Unraveling Enhanced Superconductivity in Single-layer FeSe through Substrate Surface Terminations

TL;DR

This study investigates how different substrate surface terminations influence superconductivity in single-layer FeSe films, revealing that TiO2 termination enhances superconducting properties through atomic-scale structural and electronic modifications.

Contribution

It demonstrates that substrate surface termination significantly affects superconductivity in FeSe, highlighting the role of atomic structure and charge transfer in enhancing Tc.

Findings

Larger superconducting gap on TiO2-terminated surfaces

Distinct interfacial atomic structures observed via STEM

Optimal electron correlations linked to TiO2 termination

Abstract

Single-layer FeSe films grown on (001) SrTiO3 substrates have shown a significant increase in superconducting transition temperature compared to bulk FeSe. Several mechanisms have been proposed to explain such enhancement, including electron doping, interfacial electron-phonon coupling, and strong electron correlations. To pinpoint the primary driver, we grew FeSe films on SrTiO3 substrates with coexisting TiO2 and SrO surface terminations.

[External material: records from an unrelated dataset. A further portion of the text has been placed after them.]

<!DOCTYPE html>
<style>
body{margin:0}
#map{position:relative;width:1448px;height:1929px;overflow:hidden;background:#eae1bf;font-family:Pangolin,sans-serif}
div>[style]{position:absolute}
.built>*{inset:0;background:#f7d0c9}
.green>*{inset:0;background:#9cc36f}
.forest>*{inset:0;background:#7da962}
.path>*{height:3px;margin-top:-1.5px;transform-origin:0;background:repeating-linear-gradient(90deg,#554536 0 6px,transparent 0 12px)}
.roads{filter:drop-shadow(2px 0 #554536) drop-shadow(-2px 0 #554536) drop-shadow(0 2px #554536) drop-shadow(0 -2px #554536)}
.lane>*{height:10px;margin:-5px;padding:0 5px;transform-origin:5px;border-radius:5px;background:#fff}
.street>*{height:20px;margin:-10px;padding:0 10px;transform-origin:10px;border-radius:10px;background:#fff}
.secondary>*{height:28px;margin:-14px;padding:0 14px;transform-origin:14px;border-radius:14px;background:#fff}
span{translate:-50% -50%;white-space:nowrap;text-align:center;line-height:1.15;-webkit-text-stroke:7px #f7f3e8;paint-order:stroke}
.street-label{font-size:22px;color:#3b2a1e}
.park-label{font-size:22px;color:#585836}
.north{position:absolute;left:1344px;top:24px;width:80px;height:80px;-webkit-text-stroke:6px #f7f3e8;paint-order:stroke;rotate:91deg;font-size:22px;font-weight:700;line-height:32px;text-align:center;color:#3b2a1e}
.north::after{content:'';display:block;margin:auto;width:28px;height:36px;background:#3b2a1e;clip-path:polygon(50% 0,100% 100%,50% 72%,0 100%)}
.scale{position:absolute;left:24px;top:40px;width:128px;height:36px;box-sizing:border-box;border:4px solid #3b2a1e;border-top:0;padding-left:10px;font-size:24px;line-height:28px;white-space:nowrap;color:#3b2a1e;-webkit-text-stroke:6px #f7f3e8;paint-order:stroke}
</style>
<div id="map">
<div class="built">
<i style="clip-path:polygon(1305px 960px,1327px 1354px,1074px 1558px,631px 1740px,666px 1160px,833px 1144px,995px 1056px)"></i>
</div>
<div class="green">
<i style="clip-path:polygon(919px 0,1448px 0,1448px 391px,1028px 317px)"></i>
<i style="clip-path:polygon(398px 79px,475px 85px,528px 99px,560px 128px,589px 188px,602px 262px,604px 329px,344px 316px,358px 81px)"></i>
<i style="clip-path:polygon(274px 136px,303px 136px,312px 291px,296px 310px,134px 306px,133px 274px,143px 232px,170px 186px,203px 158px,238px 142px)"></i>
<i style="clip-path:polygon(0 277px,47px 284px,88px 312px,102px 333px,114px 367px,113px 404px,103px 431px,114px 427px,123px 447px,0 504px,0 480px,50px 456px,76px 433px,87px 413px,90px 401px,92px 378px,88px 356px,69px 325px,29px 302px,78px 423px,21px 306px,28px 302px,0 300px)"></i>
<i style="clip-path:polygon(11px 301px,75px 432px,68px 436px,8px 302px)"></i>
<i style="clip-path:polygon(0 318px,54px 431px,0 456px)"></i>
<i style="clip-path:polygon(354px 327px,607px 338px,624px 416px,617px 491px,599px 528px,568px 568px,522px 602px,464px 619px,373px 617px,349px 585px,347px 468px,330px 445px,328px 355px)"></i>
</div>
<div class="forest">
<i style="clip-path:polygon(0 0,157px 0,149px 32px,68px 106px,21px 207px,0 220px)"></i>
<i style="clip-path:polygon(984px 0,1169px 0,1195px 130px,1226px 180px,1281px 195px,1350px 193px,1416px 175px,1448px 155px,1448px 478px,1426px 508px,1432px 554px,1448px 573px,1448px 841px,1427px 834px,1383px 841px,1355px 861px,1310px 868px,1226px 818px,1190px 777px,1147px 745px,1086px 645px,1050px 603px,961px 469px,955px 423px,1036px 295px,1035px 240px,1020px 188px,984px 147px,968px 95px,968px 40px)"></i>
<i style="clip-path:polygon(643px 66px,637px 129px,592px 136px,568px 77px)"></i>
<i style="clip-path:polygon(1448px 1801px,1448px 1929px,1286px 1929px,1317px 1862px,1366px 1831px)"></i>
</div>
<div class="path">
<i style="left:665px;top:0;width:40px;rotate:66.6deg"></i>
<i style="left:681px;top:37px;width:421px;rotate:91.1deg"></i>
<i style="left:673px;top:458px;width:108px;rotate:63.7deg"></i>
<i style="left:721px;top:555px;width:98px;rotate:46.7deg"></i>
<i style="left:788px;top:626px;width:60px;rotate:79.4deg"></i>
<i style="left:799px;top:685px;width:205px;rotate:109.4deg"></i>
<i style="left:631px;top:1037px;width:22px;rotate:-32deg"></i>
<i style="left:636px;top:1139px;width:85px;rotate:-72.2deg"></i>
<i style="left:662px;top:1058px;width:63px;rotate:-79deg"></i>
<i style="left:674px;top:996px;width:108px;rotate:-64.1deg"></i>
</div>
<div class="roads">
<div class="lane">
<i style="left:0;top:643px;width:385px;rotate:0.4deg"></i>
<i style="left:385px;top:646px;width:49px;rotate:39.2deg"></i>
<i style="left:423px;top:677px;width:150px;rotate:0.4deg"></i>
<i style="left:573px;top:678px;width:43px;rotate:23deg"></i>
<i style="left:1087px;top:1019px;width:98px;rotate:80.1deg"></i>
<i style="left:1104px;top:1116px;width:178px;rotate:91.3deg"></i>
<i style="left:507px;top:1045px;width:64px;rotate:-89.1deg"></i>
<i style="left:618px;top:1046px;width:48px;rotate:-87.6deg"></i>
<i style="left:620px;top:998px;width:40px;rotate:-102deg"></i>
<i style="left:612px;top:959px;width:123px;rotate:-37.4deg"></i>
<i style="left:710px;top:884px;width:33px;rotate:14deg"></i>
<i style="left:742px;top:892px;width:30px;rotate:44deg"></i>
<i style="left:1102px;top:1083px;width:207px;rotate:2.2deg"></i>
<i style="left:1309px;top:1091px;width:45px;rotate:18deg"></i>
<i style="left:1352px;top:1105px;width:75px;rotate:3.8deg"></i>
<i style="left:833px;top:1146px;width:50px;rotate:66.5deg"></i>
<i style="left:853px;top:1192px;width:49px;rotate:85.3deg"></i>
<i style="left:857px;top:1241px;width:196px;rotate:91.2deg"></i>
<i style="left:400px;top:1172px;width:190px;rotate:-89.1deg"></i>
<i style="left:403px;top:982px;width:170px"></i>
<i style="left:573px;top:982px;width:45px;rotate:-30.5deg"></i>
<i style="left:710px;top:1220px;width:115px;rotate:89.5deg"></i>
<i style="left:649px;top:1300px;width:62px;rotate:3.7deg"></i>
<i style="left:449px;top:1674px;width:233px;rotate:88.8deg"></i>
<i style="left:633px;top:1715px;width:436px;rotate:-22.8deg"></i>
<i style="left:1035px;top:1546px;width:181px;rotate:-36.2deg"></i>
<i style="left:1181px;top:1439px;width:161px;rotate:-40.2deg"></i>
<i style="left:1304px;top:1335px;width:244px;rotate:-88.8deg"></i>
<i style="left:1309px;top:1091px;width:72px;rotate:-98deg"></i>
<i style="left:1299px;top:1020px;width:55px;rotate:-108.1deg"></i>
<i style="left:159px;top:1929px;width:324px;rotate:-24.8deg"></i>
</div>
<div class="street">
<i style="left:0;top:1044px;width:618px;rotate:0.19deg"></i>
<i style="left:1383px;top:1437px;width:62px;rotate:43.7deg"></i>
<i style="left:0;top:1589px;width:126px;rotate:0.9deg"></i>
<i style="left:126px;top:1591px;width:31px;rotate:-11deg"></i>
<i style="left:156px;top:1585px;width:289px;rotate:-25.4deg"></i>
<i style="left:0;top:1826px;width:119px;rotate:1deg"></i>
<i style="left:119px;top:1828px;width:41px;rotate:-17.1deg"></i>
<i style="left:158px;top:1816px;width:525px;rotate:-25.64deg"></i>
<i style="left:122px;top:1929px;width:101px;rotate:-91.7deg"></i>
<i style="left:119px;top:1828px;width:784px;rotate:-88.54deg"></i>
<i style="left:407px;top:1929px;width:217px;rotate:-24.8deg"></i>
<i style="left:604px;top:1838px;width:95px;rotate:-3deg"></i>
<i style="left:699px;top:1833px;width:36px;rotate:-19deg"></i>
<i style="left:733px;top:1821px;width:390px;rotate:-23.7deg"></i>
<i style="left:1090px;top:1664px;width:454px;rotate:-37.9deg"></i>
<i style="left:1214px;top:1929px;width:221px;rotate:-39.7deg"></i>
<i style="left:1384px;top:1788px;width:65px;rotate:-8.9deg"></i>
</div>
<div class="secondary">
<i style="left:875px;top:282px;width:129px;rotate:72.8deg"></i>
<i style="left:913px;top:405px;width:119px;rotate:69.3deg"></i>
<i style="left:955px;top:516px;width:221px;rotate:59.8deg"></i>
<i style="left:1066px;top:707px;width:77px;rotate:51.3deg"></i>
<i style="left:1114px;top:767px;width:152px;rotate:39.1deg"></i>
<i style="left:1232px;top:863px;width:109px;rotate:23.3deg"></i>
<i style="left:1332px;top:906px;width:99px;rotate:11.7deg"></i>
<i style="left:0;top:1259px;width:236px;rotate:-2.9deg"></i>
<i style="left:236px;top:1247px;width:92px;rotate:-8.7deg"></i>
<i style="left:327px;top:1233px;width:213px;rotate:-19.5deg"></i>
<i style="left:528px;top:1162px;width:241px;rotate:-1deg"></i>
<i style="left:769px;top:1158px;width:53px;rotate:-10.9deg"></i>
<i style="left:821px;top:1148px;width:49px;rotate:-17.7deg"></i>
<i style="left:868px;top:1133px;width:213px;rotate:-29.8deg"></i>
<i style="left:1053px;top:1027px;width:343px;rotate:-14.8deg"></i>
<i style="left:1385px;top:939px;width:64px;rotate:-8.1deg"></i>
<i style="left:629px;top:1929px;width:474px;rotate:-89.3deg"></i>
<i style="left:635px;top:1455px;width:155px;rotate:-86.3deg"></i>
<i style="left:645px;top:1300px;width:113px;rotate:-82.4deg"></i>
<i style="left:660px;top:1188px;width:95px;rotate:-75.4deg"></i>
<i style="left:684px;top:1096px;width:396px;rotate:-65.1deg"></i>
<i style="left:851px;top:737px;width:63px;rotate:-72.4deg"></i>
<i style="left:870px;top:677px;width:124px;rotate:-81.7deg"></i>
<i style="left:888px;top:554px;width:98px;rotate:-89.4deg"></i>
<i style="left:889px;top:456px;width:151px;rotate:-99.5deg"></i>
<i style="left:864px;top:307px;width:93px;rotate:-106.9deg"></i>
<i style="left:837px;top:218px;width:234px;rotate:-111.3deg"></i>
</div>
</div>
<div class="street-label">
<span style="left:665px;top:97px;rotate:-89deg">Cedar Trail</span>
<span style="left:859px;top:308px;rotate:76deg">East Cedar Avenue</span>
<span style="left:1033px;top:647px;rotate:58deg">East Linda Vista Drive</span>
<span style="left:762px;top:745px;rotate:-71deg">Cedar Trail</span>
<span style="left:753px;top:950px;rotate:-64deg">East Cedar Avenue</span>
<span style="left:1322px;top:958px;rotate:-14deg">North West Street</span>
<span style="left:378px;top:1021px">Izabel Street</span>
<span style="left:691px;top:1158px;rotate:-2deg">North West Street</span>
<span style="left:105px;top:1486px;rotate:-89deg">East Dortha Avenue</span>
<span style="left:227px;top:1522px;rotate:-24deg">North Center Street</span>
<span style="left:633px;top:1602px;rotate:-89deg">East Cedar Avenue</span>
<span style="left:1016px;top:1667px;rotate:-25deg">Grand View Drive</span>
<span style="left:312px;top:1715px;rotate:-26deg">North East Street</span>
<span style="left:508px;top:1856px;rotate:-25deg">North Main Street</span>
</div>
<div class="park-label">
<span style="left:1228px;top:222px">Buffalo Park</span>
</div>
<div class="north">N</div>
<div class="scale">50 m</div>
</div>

Scanning tunneling spectroscopy revealed a larger superconducting gap of 17 meV for FeSe on TiO2 compared to 11 meV on SrO. Tunneling spectroscopy also showed a larger work function on SrO, leading to reduced charge transfer, as confirmed by angle-resolved photoemission spectroscopy. Scanning transmission electron microscopy revealed distinctive interfacial atomic-scale structures, with the Se-Fe-Se tetrahedral angle changing from 109.9{\deg} on SrO to 105.1{\deg} on TiO2. Compared to dynamical mean field theory calculations, these results suggest optimal electron correlations in FeSe/TiO2 for enhancing high-temperature superconductivity.